Let's get one thing straight off of the bat: I love hot dogs.
Growing up, they were the highlight of my local spring training games (though God knows that there was nothing else interesting about watching the Mariners and/or Padres during much of that time); I have a tendency to buy a QuikTrip dog when I drive between Phoenix and Tucson; and there are a few hot dog vendors along Fourth Avenue who know me by face, if not by name.
So when the opportunity arose to take a look at Mutts Premium Hot Dogs and Sausages, a new hot dog-focused restaurant in town, I may have tripped over my keyboard in answering.
Spoiler alert: My excitement was rewarded.
Tucked away into a corner of Main Gate Square's Geronimo Plaza in the former location of Joel's Bistro, one might think Mutts' awkward location as a detriment to their business; to their credit, they counter that with some aggressive signage. They've set up a prominent sandwich board on the sidewalk of University Boulevard, announcing their presence. Getting closer, I counted at least three more Mutts signs, some advertising specials and their menu, and all of which said, "Hey, we're over here!"
They're making good use of their space too; while the inner dining area is a bit sparse (though of course decked out with UA red and blue), the outside seating happily took advantage of Tucson's beautiful winter weather. All of their tables were filled up, and the owners were happily interacting with customers (and even showing off their products, made with Usinger's Famous Sausage of Wisconsin).
Of course, that'd all be just pleasantries if the food was bad—and Mutts makes a pretty damn good hot dog.
In an effort to separate themselves from the pack of your average sausage slinger, Mutts' menu features the usual staples (Chicago dogs, Polish sausages, chili dogs) alongside dogs topped more esoterically (Buffalo sauce? Strawberry jam? Tzatziki?) and, of course, the Sonoran-style hot dog.
In keeping with their lineup, I decided to split the difference between the standard and the unusual ... and (spoiler alert) I didn't find a bad dog in the bunch.
The Polish Sausage, topped with caramelized onions, sport peppers and yellow mustard, featured a characteristically tough casing, which when combined with the peppers and the onions, provided a nice crunch. The peppers also appeared to be tossed onto the grill, and had just enough spice to be noticeable without overpowering everything else; and true to their website, the mustard was slathered on. I happen to be a devotee of spicy brown mustard (the bottle sitting on my desk attests to that) but any more spice would've just confused matters on what's an otherwise good, simple dog.
The Snoring Dog (their Sonoran-style effort) was, probably my least favorite of the bunch. It's not that there's anything particularly wrong with it, but something just seemed to be missing in the mountain of ingredients; the queso fresco, guacamole, salsa, beans, onions, mustard and mayo definitely obscured the bacon-wrapped hot dog beneath it all. Plus, refried beans just seem weird on a Sonoran dog—granted, the bun would've crumbled under the added weight of pinto beans, but such is life. It didn't help that there were no tomatoes to be found, either. The bacon was nice and smoky though, for what it's worth.

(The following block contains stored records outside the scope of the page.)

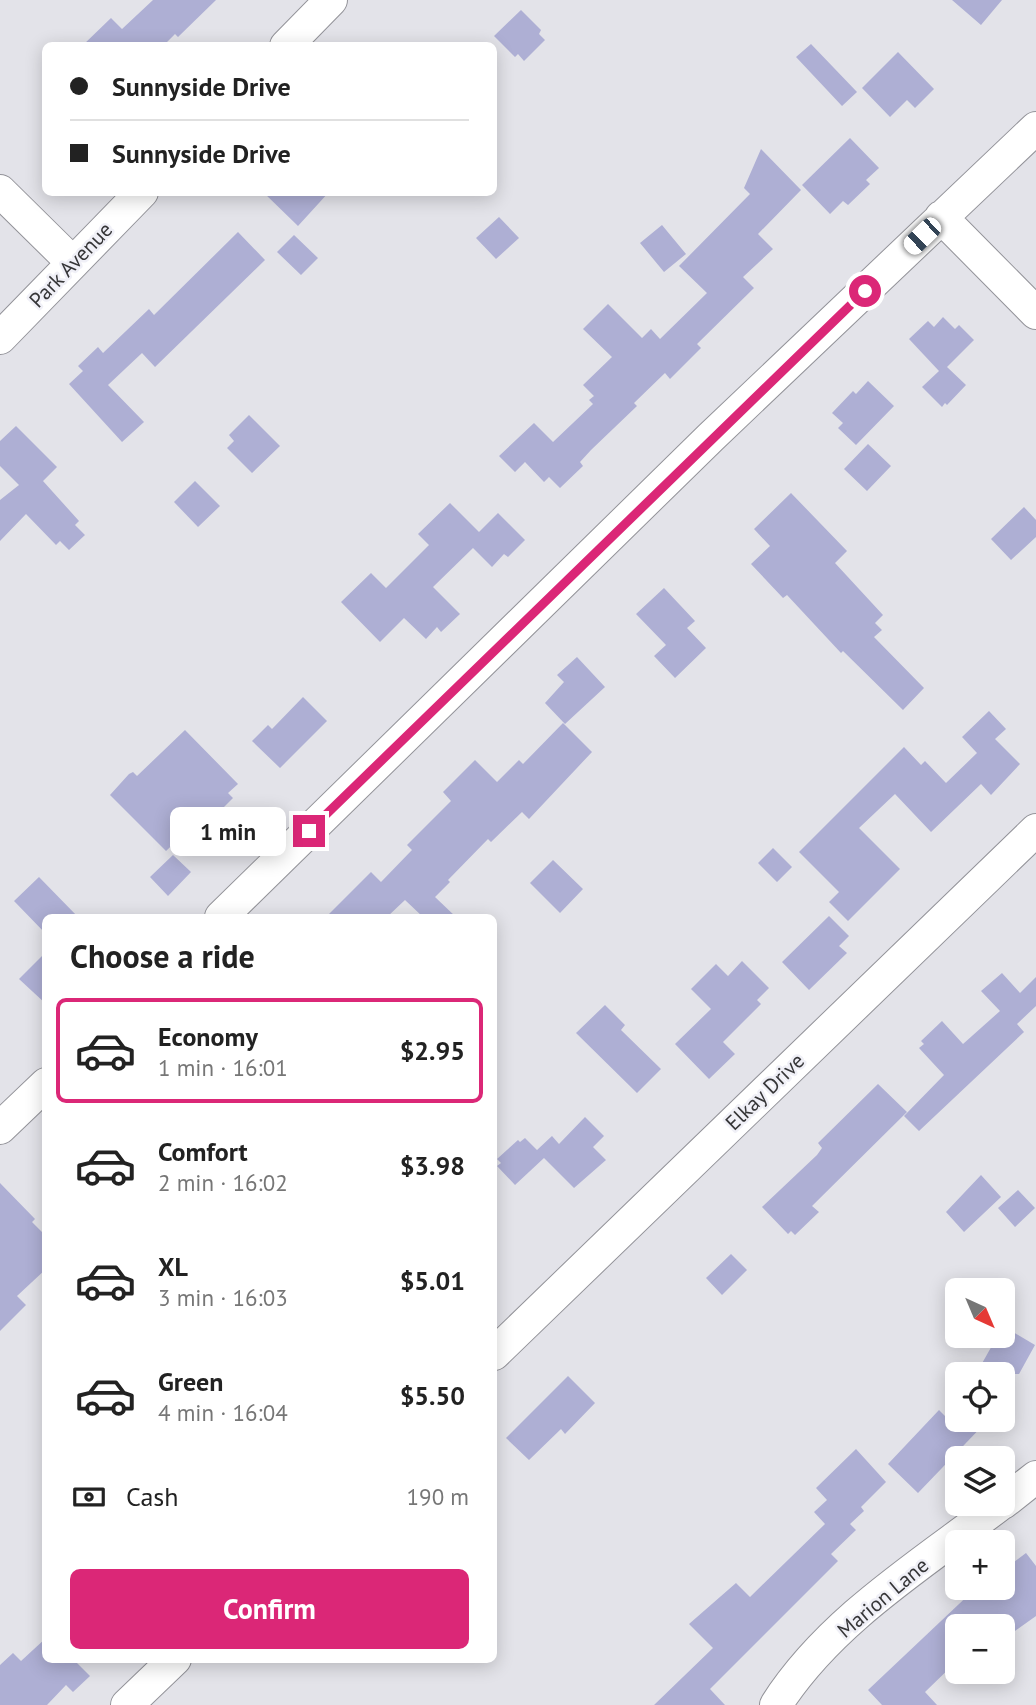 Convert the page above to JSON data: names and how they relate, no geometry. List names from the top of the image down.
{
  "streets": {
    "street": ["Park Avenue", "Elkay Drive", "Marion Lane"]
  },
  "north": "bottom right",
  "page": {
    "banner": ["Sunnyside Drive", "Sunnyside Drive"],
    "bubble": "1 min",
    "heading": "Choose a ride",
    "list": [
      {
        "name": "Economy",
        "note": "1 min · 16:01",
        "value": "$2.95"
      },
      {
        "name": "Comfort",
        "note": "2 min · 16:02",
        "value": "$3.98"
      },
      {
        "name": "XL",
        "note": "3 min · 16:03",
        "value": "$5.01"
      },
      {
        "name": "Green",
        "note": "4 min · 16:04",
        "value": "$5.50"
      }
    ],
    "map_buttons": ["+", "−"],
    "pay": ["Cash", "190 m"],
    "buttons": "Confirm"
  }
} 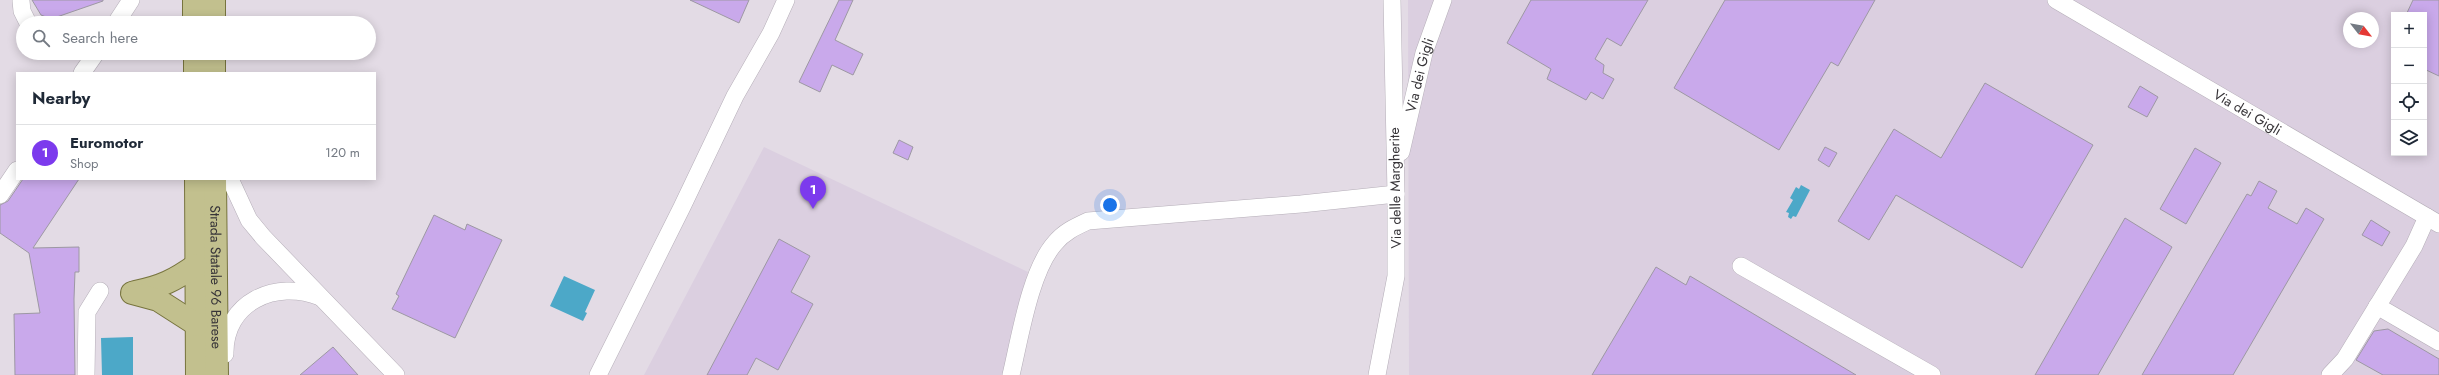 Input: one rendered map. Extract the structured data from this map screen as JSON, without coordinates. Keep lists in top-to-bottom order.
{
  "streets": {
    "main road": ["Strada Statale 96 Barese"],
    "street": ["Via dei Gigli", "Via delle Margherite"]
  },
  "crossings": [
    ["Via dei Gigli", "Via delle Margherite"]
  ],
  "north": "bottom right",
  "page": {
    "map_buttons": ["+", "−"],
    "search": "Search here",
    "heading": "Nearby",
    "list": [
      {
        "mark": "1",
        "name": "Euromotor",
        "note": "Shop",
        "value": "120 m"
      }
    ],
    "pins": "1"
  }
}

The Chicken Andouille Sausage was a nice surprise, stuffed with red beans and rice, and topped with both cream cheese and a sweet and spicy pepper jelly; the sausage had a good, smoky flavor to it as well, but it's less of a sausage that I would purchase on multiple visits, and more of a curiosity that was pleasantly satisfied. The cream cheese and pepper jelly balanced each other nicely though.

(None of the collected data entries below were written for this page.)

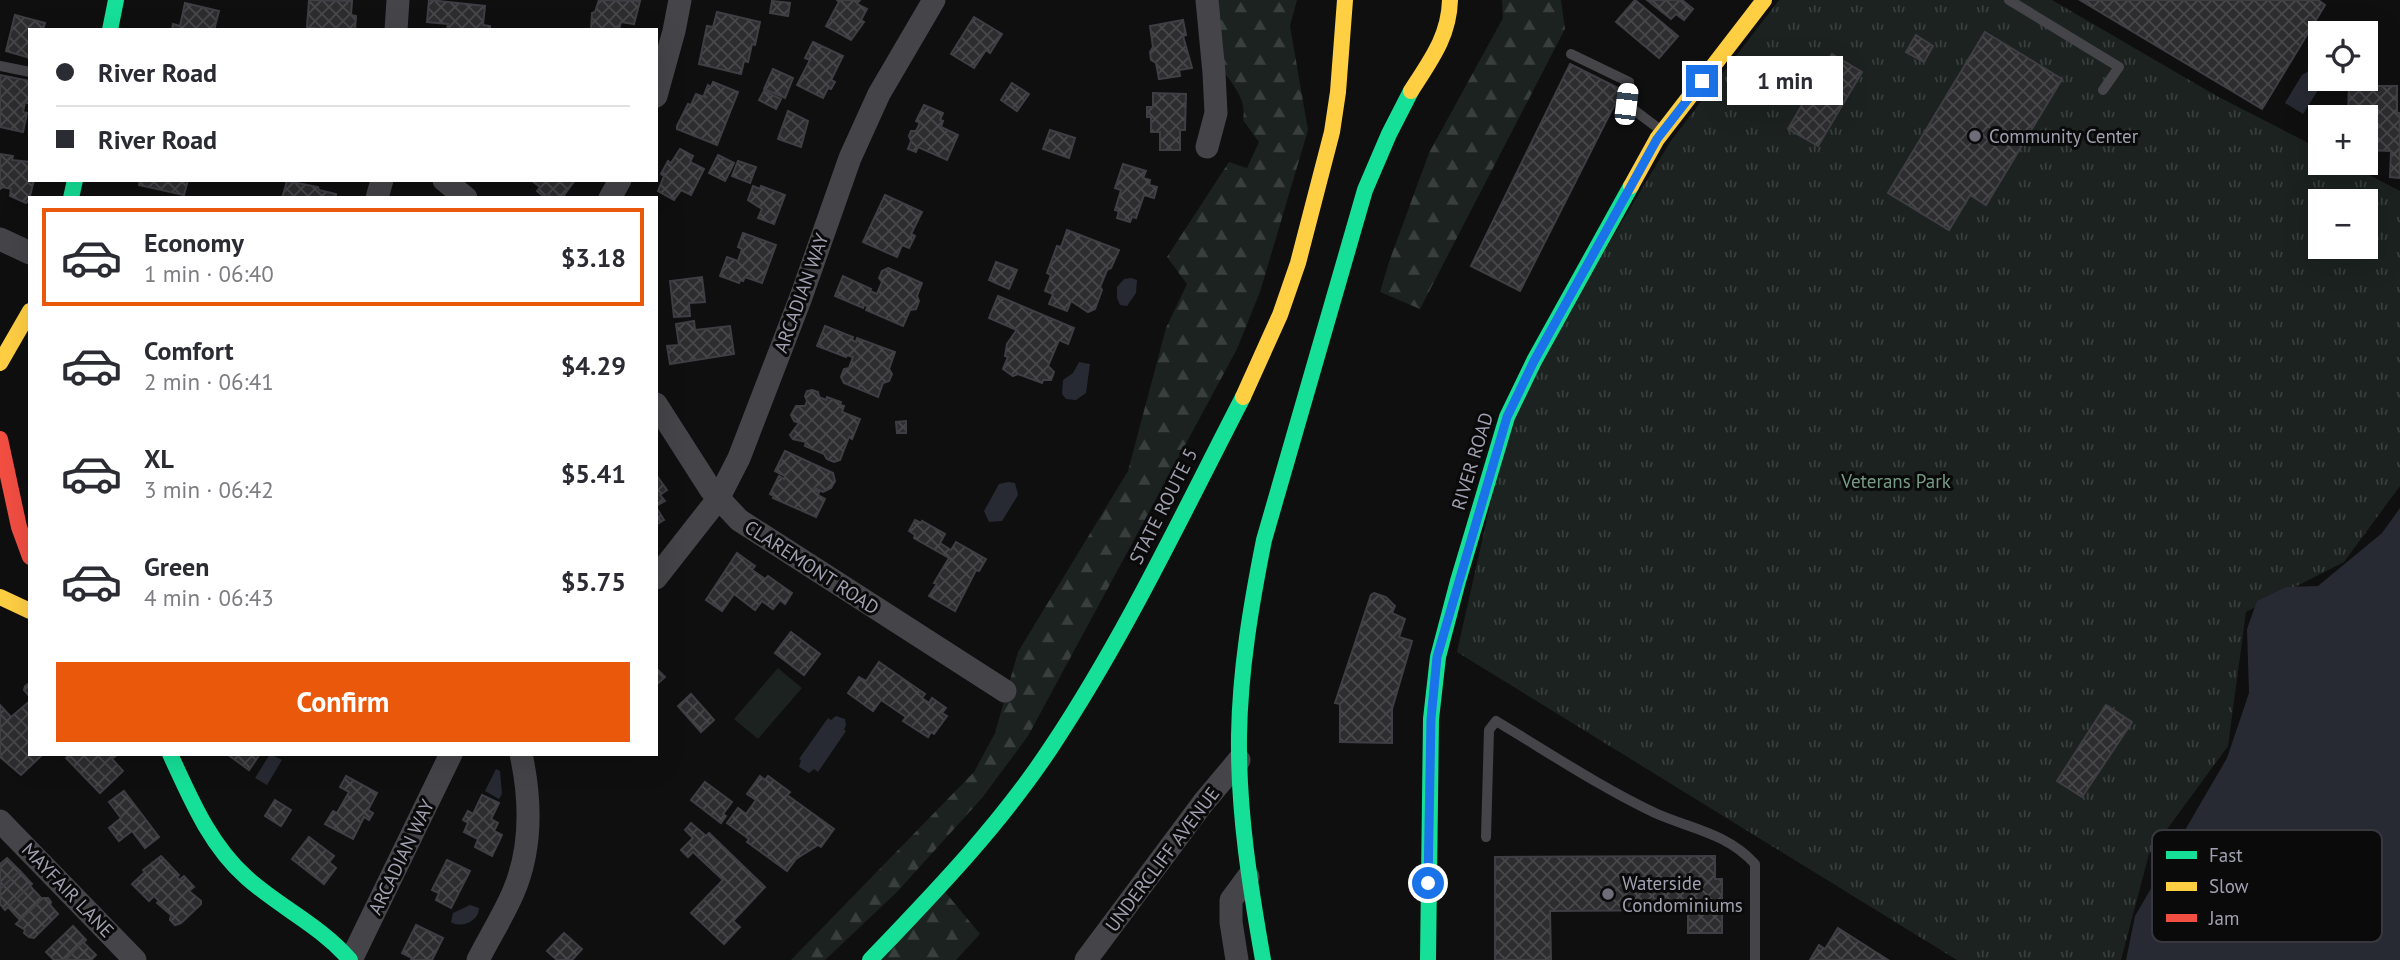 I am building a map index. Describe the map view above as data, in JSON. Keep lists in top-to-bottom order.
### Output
{
  "streets": {
    "main road": ["RIVER ROAD", "STATE ROUTE 5"],
    "street": [
      "ARCADIAN WAY",
      "CLAREMONT ROAD",
      "UNDERCLIFF AVENUE",
      "MAYFAIR LANE"
    ]
  },
  "crossings": [
    ["ARCADIAN WAY", "CLAREMONT ROAD"]
  ],
  "parks": ["Veterans Park"],
  "places": ["Community Center", "Waterside Condominiums"],
  "legend": ["Fast", "Slow", "Jam"],
  "page": {
    "map_buttons": ["+", "−"],
    "banner": ["River Road", "River Road"],
    "bubble": "1 min",
    "list": [
      {
        "name": "Economy",
        "note": "1 min · 06:40",
        "value": "$3.18"
      },
      {
        "name": "Comfort",
        "note": "2 min · 06:41",
        "value": "$4.29"
      },
      {
        "name": "XL",
        "note": "3 min · 06:42",
        "value": "$5.41"
      },
      {
        "name": "Green",
        "note": "4 min · 06:43",
        "value": "$5.75"
      }
    ],
    "buttons": "Confirm"
  }
}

And in keeping with the theme, the most unusual dog I picked from the menu turned out to be pretty pleasant. The Sweet Dog, numerically, turned out to be the most simple of the bunch: hot dog, toasted bun, melted Swiss cheese and strawberry jam. The Swiss is mild enough to sit back and let the jam do most of the flavor work, as the strawberry sweetness counters the saltiness of the meat. Like the Chicken Andouille Sausage, it's a curiosity, but it's one that I'm personally liable to pick up again in the future. Prices run between $3 to $7 per item, with specials running often; you can check out the Mutts Facebook (facebook.com/muttshotdogs) page to get an idea of what they're running, as they update it frequently. For those wondering, Mutts also has an all-day breakfast menu, undoubtedly to pick up any students who are looking to get a decent meal close to campus.
All in all, Mutts is a fine addition to Main Gate Square, offering quality food to sausage enthusiasts from across the Old Pueblo, especially for those who are adventurous enough to try the weirder things on the menu.